(Saved data entries)
Content starts
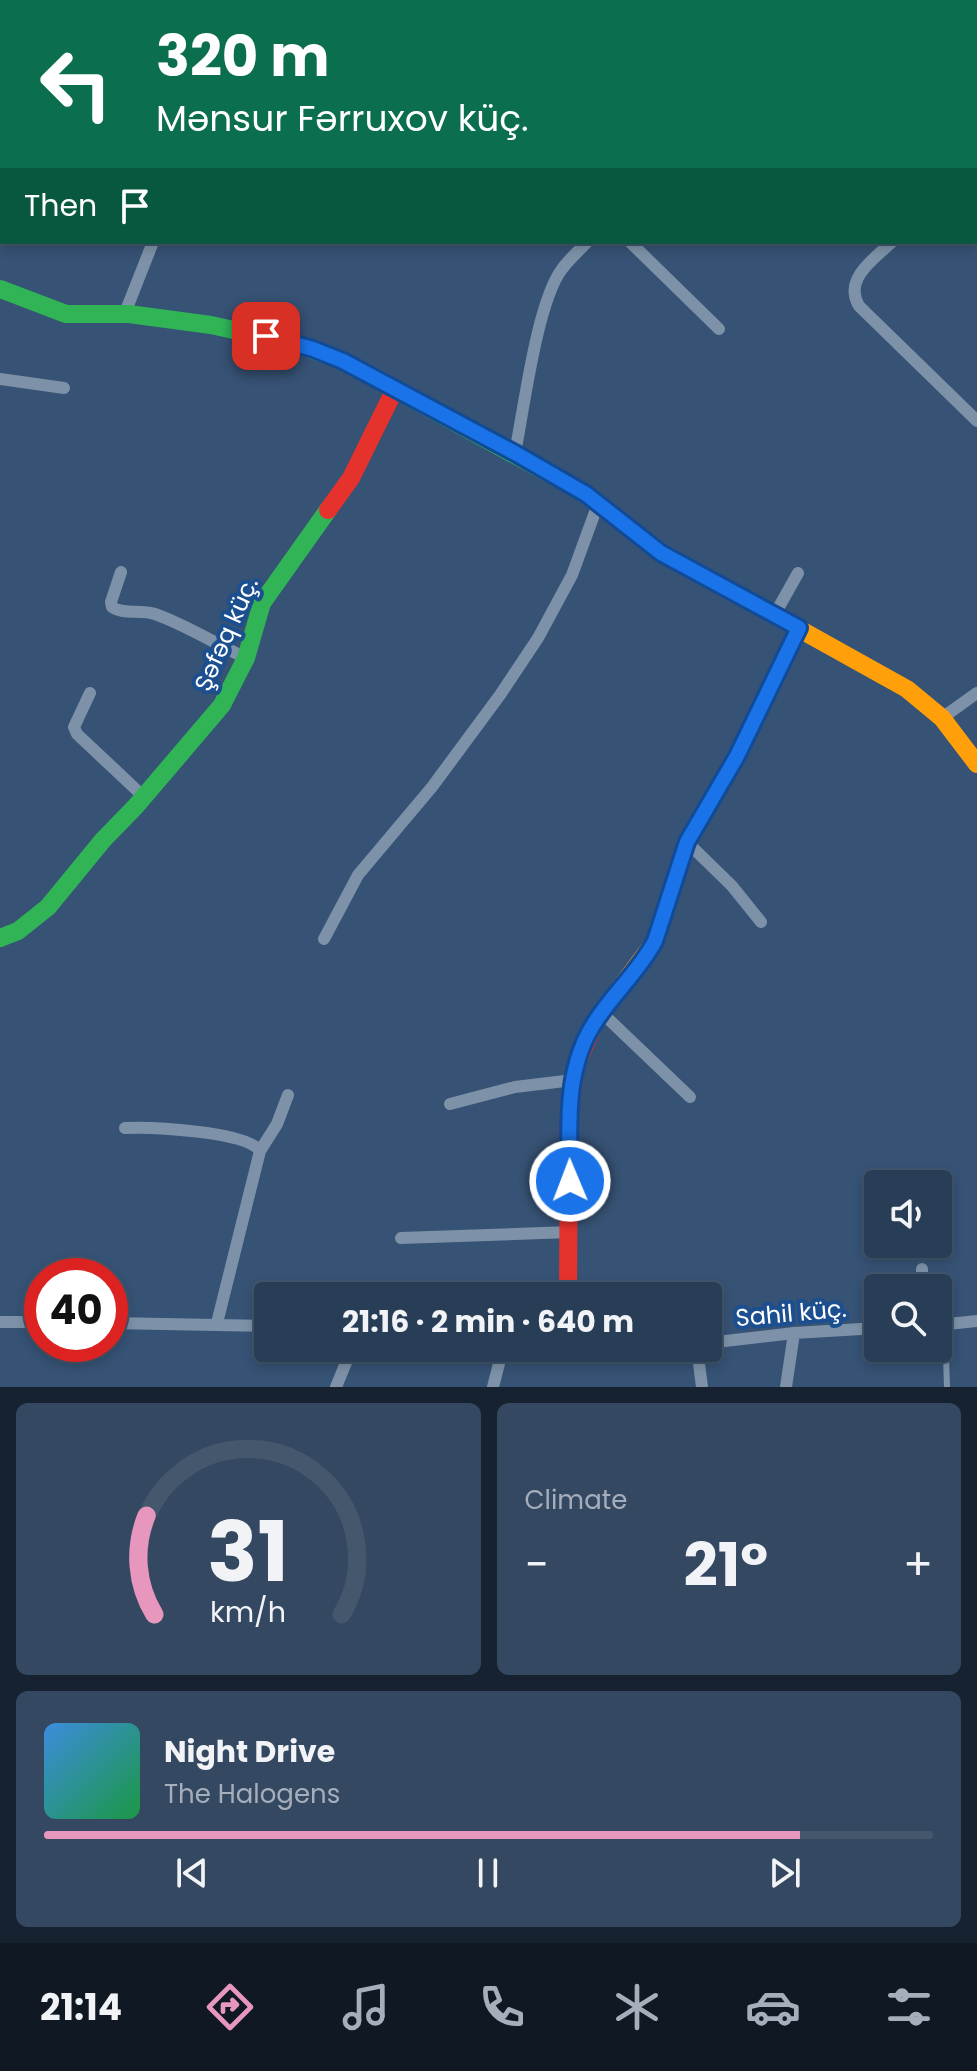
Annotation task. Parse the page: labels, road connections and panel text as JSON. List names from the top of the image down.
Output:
{
  "streets": {
    "street": ["Şəfəq küç.", "Sahil küç."]
  },
  "page": {
    "turn": ["320 m", "Mənsur Fərruxov küç."],
    "then": "Then",
    "limit": "40",
    "trip": "21:16 · 2 min · 640 m",
    "tile": "Climate",
    "heat": ["−", "21°", "+"],
    "song": ["Night Drive", "The Halogens"],
    "tabs": "21:14",
    "gauge": ["31", "km/h"]
  }
}
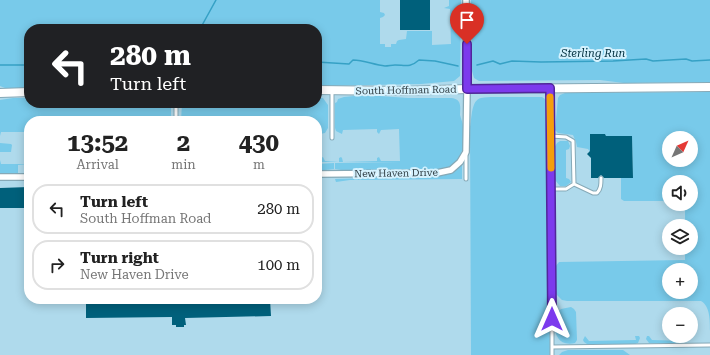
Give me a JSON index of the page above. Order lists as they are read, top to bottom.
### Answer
{
  "streets": {
    "street": ["South Hoffman Road", "New Haven Drive"]
  },
  "water": ["Sterling Run"],
  "north": "top right",
  "page": {
    "turn": ["280 m", "Turn left"],
    "eta": [
      "13:52",
      "Arrival",
      "2",
      "min",
      "430",
      "m"
    ],
    "map_buttons": ["+", "−"],
    "list": [
      {
        "name": "Turn left",
        "note": "South Hoffman Road",
        "value": "280 m"
      },
      {
        "name": "Turn right",
        "note": "New Haven Drive",
        "value": "100 m"
      }
    ]
  }
}
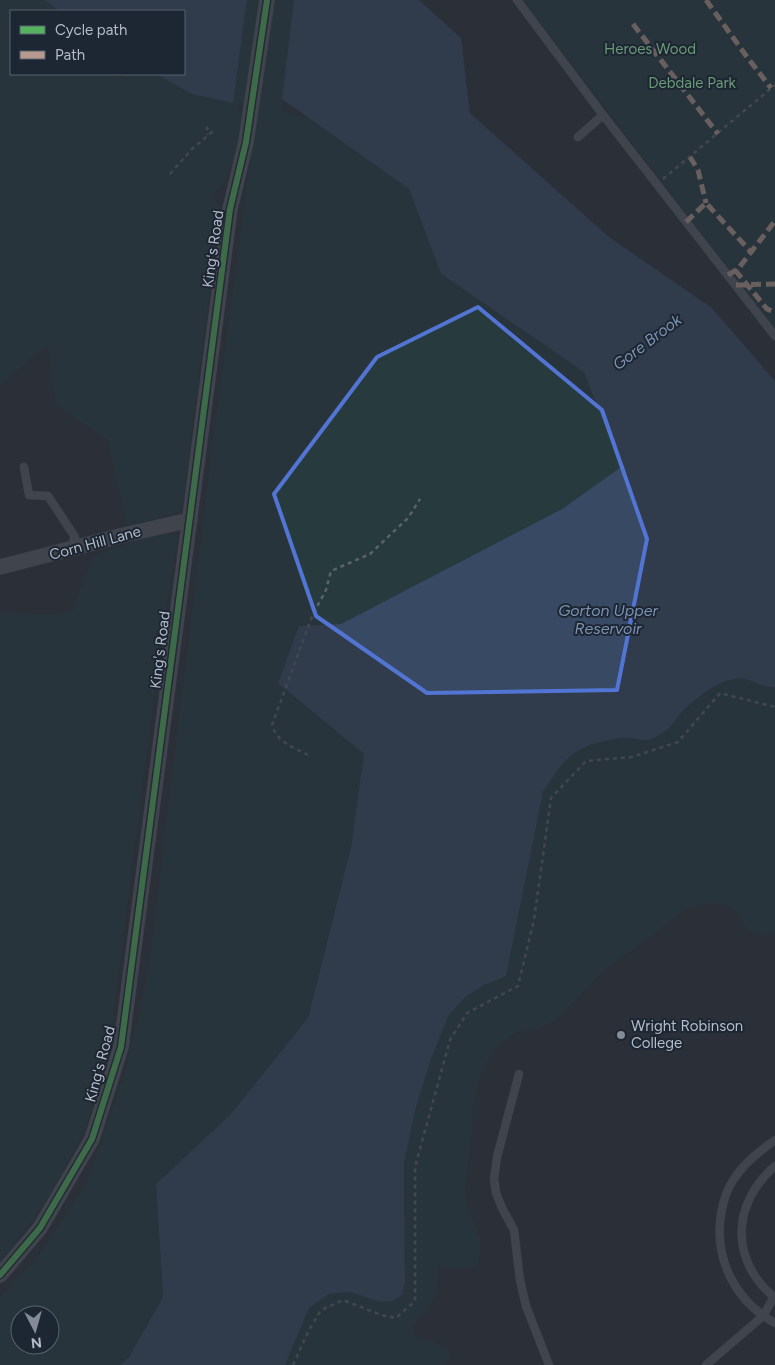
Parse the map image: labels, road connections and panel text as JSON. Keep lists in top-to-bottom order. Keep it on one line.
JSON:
{"streets":{"street":["King's Road","Corn Hill Lane"]},"crossings":[["King's Road","Corn Hill Lane"]],"water":["Gore Brook","Gorton Upper Reservoir"],"parks":["Heroes Wood","Debdale Park"],"places":["Wright Robinson College"],"legend":["Cycle path","Path"],"north":"bottom"}
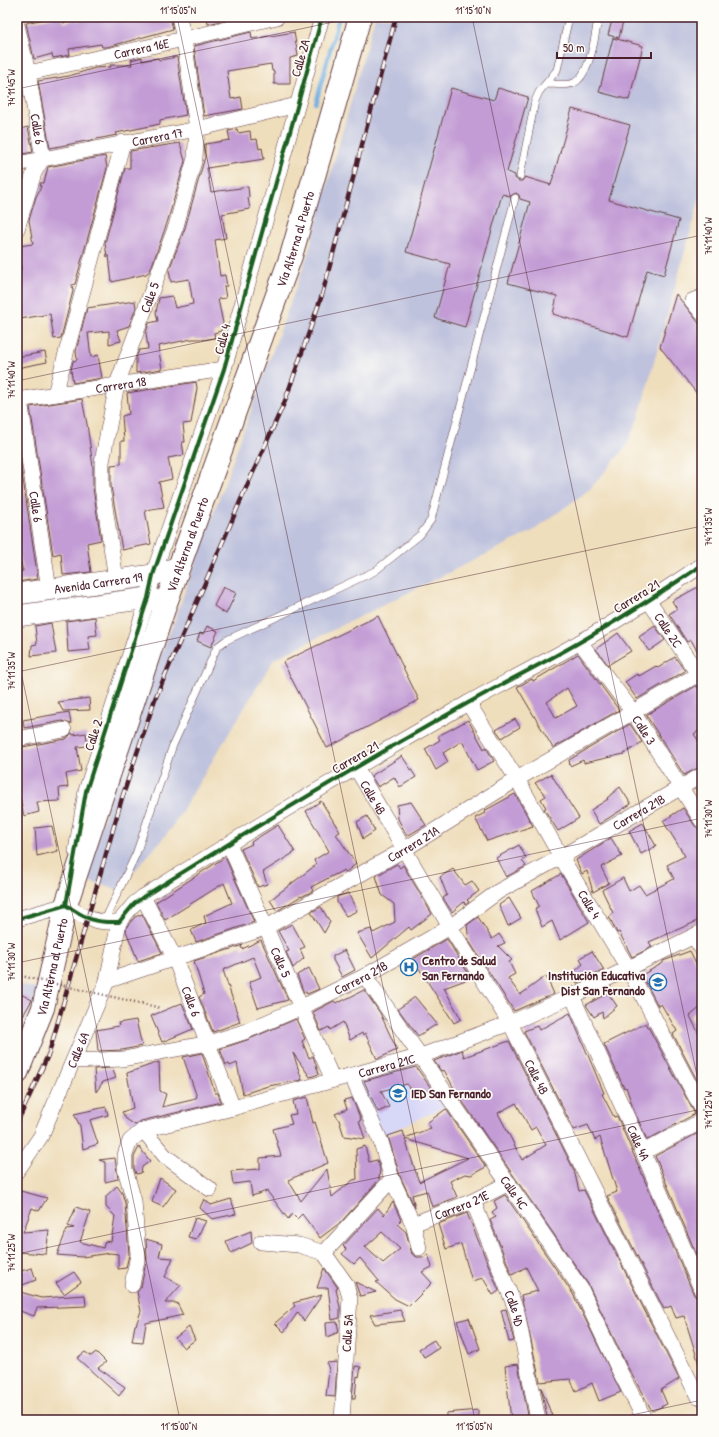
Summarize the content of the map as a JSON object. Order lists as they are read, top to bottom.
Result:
{
  "streets": {
    "main road": ["Vía Alterna al Puerto", "Avenida Carrera 19"],
    "street": [
      "Carrera 16E",
      "Calle 2A",
      "Calle 6",
      "Carrera 17",
      "Calle 5",
      "Calle 4",
      "Carrera 18",
      "Carrera 21",
      "Calle 2C",
      "Calle 3",
      "Calle 4B",
      "Carrera 21B",
      "Carrera 21A",
      "Calle 6A",
      "Carrera 21C",
      "Calle 4A",
      "Calle 4C",
      "Carrera 21E",
      "Calle 4D",
      "Calle 5A"
    ],
    "cycle path": ["Calle 2"]
  },
  "crossings": [
    ["Carrera 16E", "Calle 6"],
    ["Carrera 16E", "Calle 5"],
    ["Calle 2A", "Carrera 17"],
    ["Calle 2A", "Calle 4"],
    ["Calle 6", "Carrera 17"],
    ["Calle 6", "Carrera 18"],
    ["Calle 6", "Avenida Carrera 19"],
    ["Calle 6", "Carrera 21"],
    ["Calle 6", "Carrera 21B"],
    ["Calle 6", "Carrera 21A"],
    ["Calle 6", "Carrera 21C"],
    ["Carrera 17", "Calle 5"],
    ["Carrera 17", "Calle 4"],
    ["Vía Alterna al Puerto", "Avenida Carrera 19"],
    ["Calle 5", "Carrera 18"],
    ["Calle 5", "Avenida Carrera 19"],
    ["Calle 5", "Carrera 21"],
    ["Calle 5", "Carrera 21B"],
    ["Calle 5", "Carrera 21A"],
    ["Calle 5", "Carrera 21C"],
    ["Calle 4", "Carrera 18"],
    ["Calle 4", "Avenida Carrera 19"],
    ["Calle 4", "Carrera 21"],
    ["Calle 4", "Carrera 21B"],
    ["Calle 4", "Carrera 21A"],
    ["Calle 4", "Carrera 21C"],
    ["Carrera 21", "Calle 2C"],
    ["Carrera 21", "Calle 3"],
    ["Carrera 21", "Calle 4B"],
    ["Carrera 21", "Calle 6A"],
    ["Calle 2C", "Carrera 21A"],
    ["Calle 3", "Carrera 21B"],
    ["Calle 3", "Carrera 21A"],
    ["Calle 4B", "Carrera 21B"],
    ["Calle 4B", "Carrera 21A"],
    ["Calle 4B", "Carrera 21C"],
    ["Carrera 21B", "Calle 6A"],
    ["Carrera 21B", "Calle 4C"],
    ["Carrera 21A", "Calle 6A"],
    ["Carrera 21C", "Calle 4A"],
    ["Carrera 21C", "Calle 4C"],
    ["Calle 4C", "Carrera 21E"],
    ["Carrera 21E", "Calle 4D"]
  ],
  "places": {
    "hospital": ["Centro de Salud San Fernando"],
    "school or university": ["Institución Educativa Dist San Fernando", "IED San Fernando"]
  },
  "scale_bar": "50 m",
  "coordinates": [
    "11°15'05\"N",
    "11°15'10\"N",
    "74°11'45\"W",
    "74°11'40\"W",
    "74°11'35\"W",
    "74°11'30\"W",
    "74°11'25\"W",
    "11°15'00\"N"
  ]
}
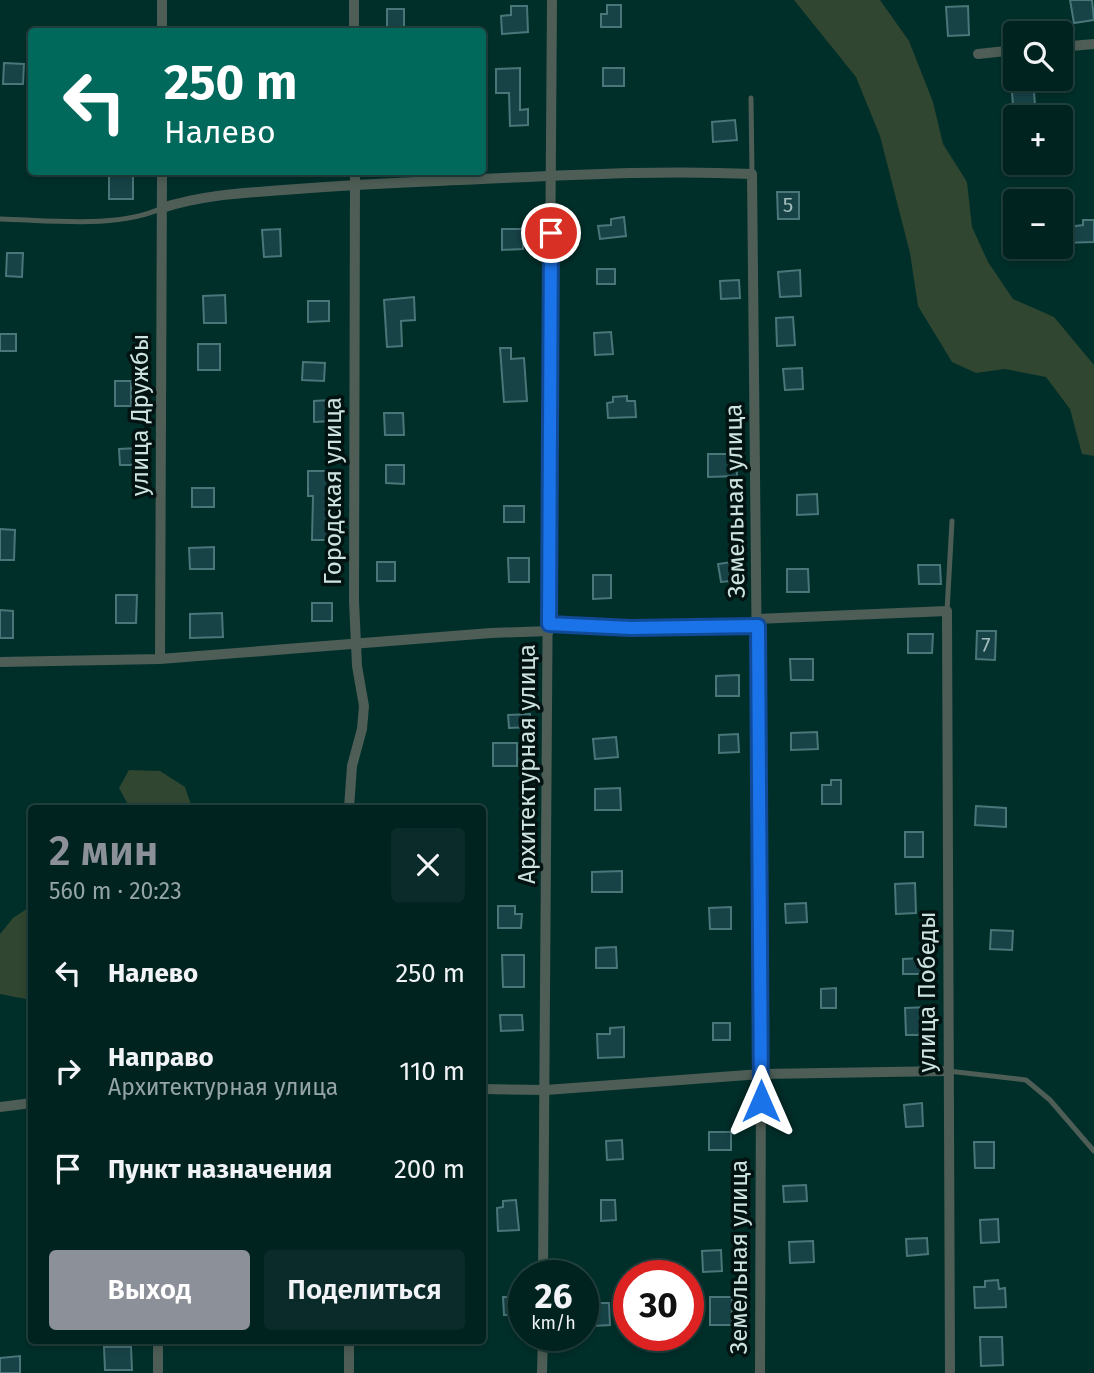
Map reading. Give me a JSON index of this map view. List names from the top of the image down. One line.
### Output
{"streets":{"street":["улица Дружбы","Городская улица","Земельная улица","Архитектурная улица","улица Победы"]},"house_numbers":["5","7"],"page":{"map_buttons":["+","−"],"turn":["250 m","Налево"],"heading":["2 мин","560 m · 20:23"],"list":[{"name":"Налево","value":"250 m"},{"name":"Направо","note":"Архитектурная улица","value":"110 m"},{"name":"Пункт назначения","value":"200 m"}],"buttons":["Выход","Поделиться"],"speed":"26 km/h","limit":"30"}}
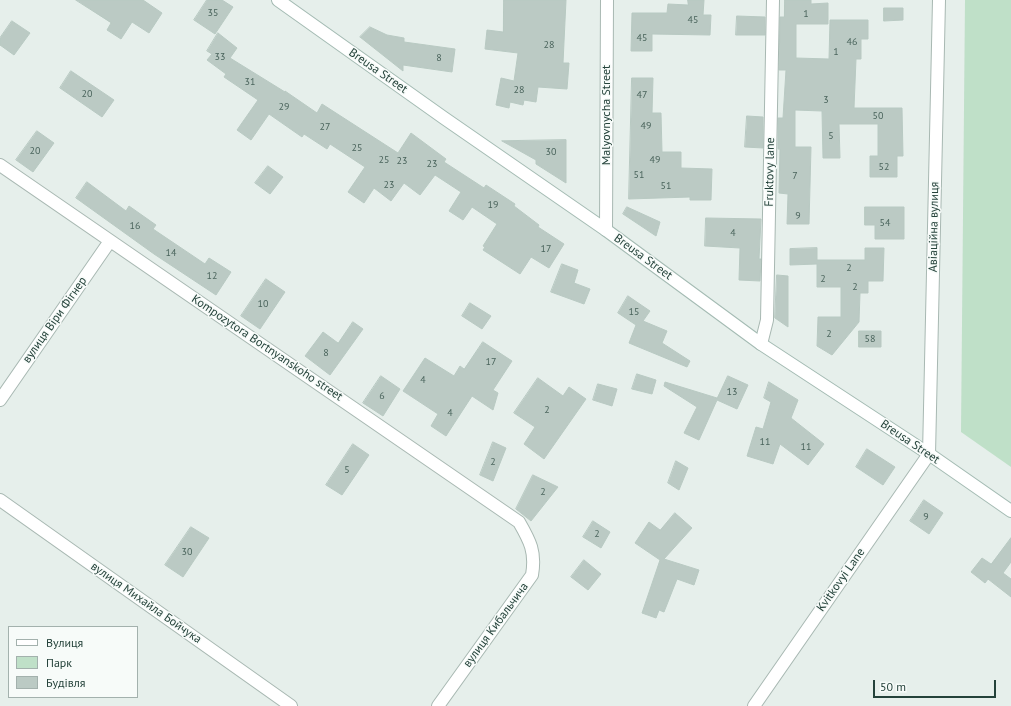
Content ends
What the task requires |
Where the string "Avenida" appears in a line of the entries, count that line, and state the total alone.

Solution |
5